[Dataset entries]
···
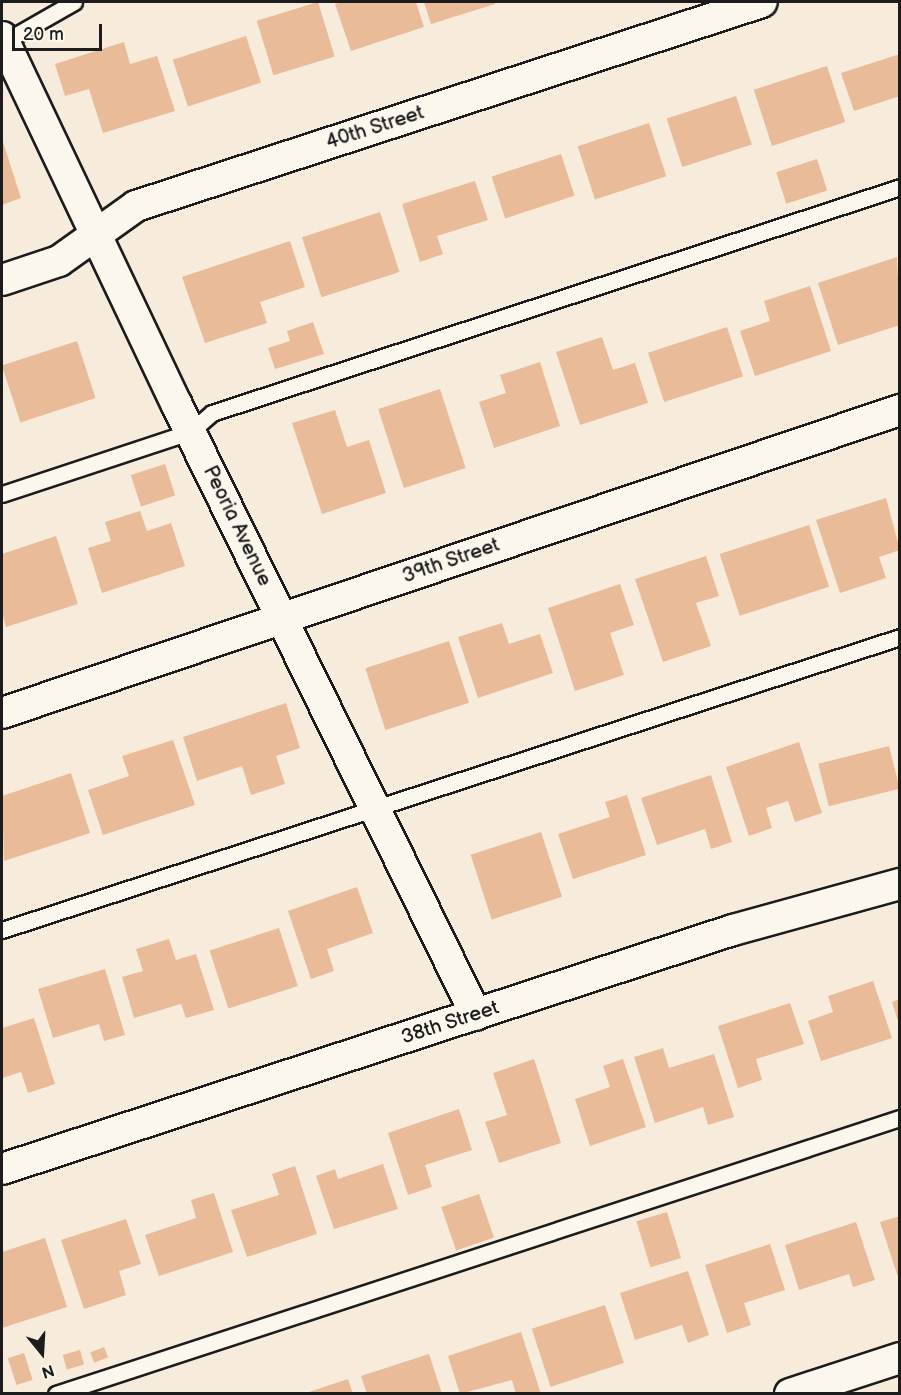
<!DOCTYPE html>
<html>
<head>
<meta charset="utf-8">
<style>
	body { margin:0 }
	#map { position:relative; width:901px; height:1395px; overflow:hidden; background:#f7ebdb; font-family:"Balsamiq Sans",sans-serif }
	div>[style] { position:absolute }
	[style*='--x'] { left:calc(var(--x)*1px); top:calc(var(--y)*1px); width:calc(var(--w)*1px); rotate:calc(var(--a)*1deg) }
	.building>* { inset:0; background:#e9bb99; transform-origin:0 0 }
	.roads { filter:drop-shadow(2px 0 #1c1c1c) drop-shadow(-2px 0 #1c1c1c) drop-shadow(0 2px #1c1c1c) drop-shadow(0 -2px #1c1c1c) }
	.lane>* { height:15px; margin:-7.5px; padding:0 7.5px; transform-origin:7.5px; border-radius:7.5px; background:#fbf7ec }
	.street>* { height:30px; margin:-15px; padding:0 15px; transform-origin:15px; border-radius:15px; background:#fbf7ec }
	span { translate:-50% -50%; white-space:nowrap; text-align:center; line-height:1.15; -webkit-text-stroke:6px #fbf7ec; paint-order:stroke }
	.street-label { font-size:20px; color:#1c1c1c }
	.frame { position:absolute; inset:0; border:3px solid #1c1c1c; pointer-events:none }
	.north { position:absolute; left:12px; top:1323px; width:60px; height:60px; -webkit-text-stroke:4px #fbf7ec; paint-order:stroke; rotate:162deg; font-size:16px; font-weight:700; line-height:24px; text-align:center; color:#1c1c1c }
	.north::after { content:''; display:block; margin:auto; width:21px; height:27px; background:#1c1c1c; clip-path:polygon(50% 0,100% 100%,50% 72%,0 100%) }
	.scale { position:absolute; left:12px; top:24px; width:90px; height:27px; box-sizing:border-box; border:3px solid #1c1c1c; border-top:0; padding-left:8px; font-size:18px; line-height:21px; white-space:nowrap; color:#1c1c1c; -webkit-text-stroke:4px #fbf7ec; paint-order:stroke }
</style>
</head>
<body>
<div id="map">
	<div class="building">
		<i style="left:318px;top:2px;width:57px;height:64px;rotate:73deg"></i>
		<i style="clip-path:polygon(343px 2px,416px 2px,424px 27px,351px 51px,335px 4px)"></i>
		<i style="clip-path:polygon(424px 2px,494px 2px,495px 4px,431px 24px)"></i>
		<i style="left:246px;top:36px;width:49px;height:77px;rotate:72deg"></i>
		<i style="clip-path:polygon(124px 42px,130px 64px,157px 56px,175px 111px,103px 133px,89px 89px,65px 96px,55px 64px)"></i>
		<i style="clip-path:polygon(900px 54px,900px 96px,854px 111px,841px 73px)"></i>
		<i style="left:827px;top:66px;width:59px;height:77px;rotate:72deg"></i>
		<i style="left:736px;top:96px;width:51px;height:73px;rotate:72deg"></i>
		<i style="left:649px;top:123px;width:56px;height:75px;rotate:72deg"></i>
		<i style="clip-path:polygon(2px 139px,21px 198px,2px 205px)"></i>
		<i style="left:561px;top:154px;width:44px;height:73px;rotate:72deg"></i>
		<i style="left:817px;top:159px;width:33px;height:43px;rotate:72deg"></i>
		<i style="clip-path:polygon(475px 181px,488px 220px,437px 236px,443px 254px,420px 262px,402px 204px)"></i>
		<i style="left:380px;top:212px;width:63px;height:82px;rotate:72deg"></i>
		<i style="clip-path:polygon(290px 241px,305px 287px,260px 302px,267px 323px,205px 343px,182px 277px)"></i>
		<i style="clip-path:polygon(897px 257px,900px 325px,838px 345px,818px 283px)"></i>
		<i style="clip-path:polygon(810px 286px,831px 351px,755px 376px,740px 331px,770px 321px,764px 301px)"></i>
		<i style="clip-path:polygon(313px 322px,324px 354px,275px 369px,268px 348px,290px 341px,287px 331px)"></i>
		<i style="left:727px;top:327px;width:52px;height:83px;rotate:72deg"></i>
		<i style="clip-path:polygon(602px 337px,613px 370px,635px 363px,648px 403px,580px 425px,556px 352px)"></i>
		<i style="left:77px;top:341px;width:60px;height:79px;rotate:72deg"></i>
		<i style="clip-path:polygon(540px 362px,560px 426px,494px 448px,479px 402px,506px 393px,500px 375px)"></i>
		<i style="left:440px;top:389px;width:83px;height:65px;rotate:72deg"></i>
		<i style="clip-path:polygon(335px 410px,347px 447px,369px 440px,386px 493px,322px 514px,292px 423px)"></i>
		<i style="left:165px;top:464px;width:33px;height:36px;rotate:72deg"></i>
		<i style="clip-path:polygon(886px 498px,900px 550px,879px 557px,886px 578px,840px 593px,816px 520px)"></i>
		<i style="clip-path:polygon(140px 511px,147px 531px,171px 523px,185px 566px,102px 593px,88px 548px,111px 541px,105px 522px)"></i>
		<i style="left:809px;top:525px;width:65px;height:94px;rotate:72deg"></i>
		<i style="clip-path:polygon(56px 536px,78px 604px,6px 627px,2px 612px,2px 554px)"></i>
		<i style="clip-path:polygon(706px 556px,719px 596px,696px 603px,711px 646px,663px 662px,635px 579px)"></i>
		<i style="clip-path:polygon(620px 584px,634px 625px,610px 633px,624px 675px,575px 691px,548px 608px)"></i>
		<i style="clip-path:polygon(502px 623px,509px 644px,540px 634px,553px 673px,478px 698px,458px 637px)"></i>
		<i style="left:449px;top:641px;width:65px;height:88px;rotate:72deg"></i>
		<i style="clip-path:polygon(286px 703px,300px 748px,276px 756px,285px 784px,251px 795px,242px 766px,197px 781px,183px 737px)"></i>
		<i style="clip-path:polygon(173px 740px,195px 805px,103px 835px,88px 790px,129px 776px,122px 756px)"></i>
		<i style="clip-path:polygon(799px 742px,822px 813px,795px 822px,788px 801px,766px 808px,772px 828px,749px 836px,726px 767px)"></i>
		<i style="left:889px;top:746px;width:44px;height:73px;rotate:76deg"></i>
		<i style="clip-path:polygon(71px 773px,90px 833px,4px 861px,2px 796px)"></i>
		<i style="clip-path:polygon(711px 775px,732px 842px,711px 849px,705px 829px,657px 845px,641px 798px)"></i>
		<i style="clip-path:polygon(627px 795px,646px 855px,573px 879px,558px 834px,610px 817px,605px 802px)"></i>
		<i style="left:541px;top:832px;width:68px;height:74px;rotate:72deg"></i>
		<i style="clip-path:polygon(357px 887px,373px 933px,327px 949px,334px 971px,311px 979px,288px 911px)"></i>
		<i style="left:279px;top:928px;width:61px;height:73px;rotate:72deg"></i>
		<i style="clip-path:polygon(169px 939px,176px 960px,196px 954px,214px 1010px,186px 1018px,181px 1004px,134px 1018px,122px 977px,143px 971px,136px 949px)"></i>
		<i style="clip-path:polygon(105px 969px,125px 1035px,104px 1041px,99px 1024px,53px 1038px,38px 989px)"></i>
		<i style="clip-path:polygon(873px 981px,892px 1038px,821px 1061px,808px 1021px,833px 1012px,828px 996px)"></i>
		<i style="clip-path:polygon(900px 999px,900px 1024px,899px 1024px,892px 1002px)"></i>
		<i style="clip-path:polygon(790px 1003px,804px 1044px,756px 1059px,762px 1080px,738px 1088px,718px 1026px)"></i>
		<i style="clip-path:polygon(34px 1018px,55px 1084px,28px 1093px,21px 1072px,2px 1078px,2px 1028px)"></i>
		<i style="clip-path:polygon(663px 1048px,669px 1068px,714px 1054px,734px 1117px,708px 1125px,703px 1107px,655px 1123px,634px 1057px)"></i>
		<i style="clip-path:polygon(534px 1059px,561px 1143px,499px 1163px,485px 1122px,507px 1115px,493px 1073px)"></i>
		<i style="clip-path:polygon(623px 1059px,646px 1127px,590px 1146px,575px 1099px,610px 1087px,603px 1066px)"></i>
		<i style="clip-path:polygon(459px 1109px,472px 1150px,425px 1165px,432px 1187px,408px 1195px,388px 1133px)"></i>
		<i style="clip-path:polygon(383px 1164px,398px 1209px,334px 1229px,316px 1176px,335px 1169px,338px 1179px)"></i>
		<i style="clip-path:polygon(295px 1166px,317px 1234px,247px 1257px,231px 1210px,279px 1195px,272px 1174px)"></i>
		<i style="clip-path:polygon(214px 1193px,233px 1252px,159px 1276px,145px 1235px,196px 1218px,191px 1200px)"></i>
		<i style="left:479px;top:1194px;width:46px;height:40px;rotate:71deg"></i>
		<i style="left:667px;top:1212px;width:48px;height:32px;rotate:73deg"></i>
		<i style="clip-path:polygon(900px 1216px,900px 1279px,899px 1280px,880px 1222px)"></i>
		<i style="clip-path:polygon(126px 1219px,141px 1264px,119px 1271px,126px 1295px,84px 1309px,61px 1240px)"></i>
		<i style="clip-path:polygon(856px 1222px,875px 1280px,853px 1287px,849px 1274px,799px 1290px,785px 1245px)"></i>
		<i style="clip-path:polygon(45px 1238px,67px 1307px,2px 1328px,2px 1252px)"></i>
		<i style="clip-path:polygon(770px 1244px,785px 1290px,744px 1303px,751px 1325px,727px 1333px,705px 1265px)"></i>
		<i style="clip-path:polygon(688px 1271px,709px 1335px,688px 1343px,682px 1325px,635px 1340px,620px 1293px)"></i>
		<i style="left:605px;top:1305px;width:61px;height:77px;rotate:72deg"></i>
		<i style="clip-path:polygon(521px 1332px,541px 1394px,516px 1394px,512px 1380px,460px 1394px,448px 1356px)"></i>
		<i style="left:104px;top:1347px;width:11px;height:15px;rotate:68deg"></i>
		<i style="left:80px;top:1350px;width:15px;height:18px;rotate:74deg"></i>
		<i style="left:24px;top:1353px;width:28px;height:17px;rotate:72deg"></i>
		<i style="clip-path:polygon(429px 1354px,442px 1394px,367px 1394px,361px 1376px)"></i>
		<i style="clip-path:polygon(348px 1379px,353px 1394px,306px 1394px,306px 1393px)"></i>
	</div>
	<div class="roads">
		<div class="lane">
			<i style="--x:2;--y:43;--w:83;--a:-29.7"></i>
			<i style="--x:2;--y:494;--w:198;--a:-18.3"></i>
			<i style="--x:190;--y:432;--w:29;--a:-41"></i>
			<i style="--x:212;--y:413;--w:724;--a:-18.18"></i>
			<i style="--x:2;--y:930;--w:945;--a:-18.07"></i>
			<i style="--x:56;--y:1394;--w:888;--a:-18.11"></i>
		</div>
		<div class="street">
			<i style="--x:2;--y:37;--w:407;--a:64.6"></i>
			<i style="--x:177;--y:405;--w:679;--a:63.89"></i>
			<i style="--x:2;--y:280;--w:60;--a:-18.4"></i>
			<i style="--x:59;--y:261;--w:95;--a:-35.5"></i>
			<i style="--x:136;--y:206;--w:658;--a:-18.05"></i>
			<i style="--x:2;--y:713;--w:948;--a:-18.65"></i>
			<i style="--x:2;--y:1169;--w:769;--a:-18.11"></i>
			<i style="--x:733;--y:930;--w:173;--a:-15.4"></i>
			<i style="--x:790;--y:1394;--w:116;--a:-18.1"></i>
		</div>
	</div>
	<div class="street-label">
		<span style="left:375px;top:128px;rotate:-18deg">40th Street</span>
		<span style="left:237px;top:526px;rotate:64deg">Peoria Avenue</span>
		<span style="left:451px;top:561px;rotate:-19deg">39th Street</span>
		<span style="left:450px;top:1023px;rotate:-18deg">38th Street</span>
	</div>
	<div class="frame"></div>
	<div class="north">N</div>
	<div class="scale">20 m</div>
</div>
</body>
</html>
···
* **Exercise details**
Retrieve each line of the data in which the word "lane" can be found.

* **Answer below**
	.lane>* { height:15px; margin:-7.5px; padding:0 7.5px; transform-origin:7.5px; border-radius:7.5px; background:#fbf7ec }
		<div class="lane">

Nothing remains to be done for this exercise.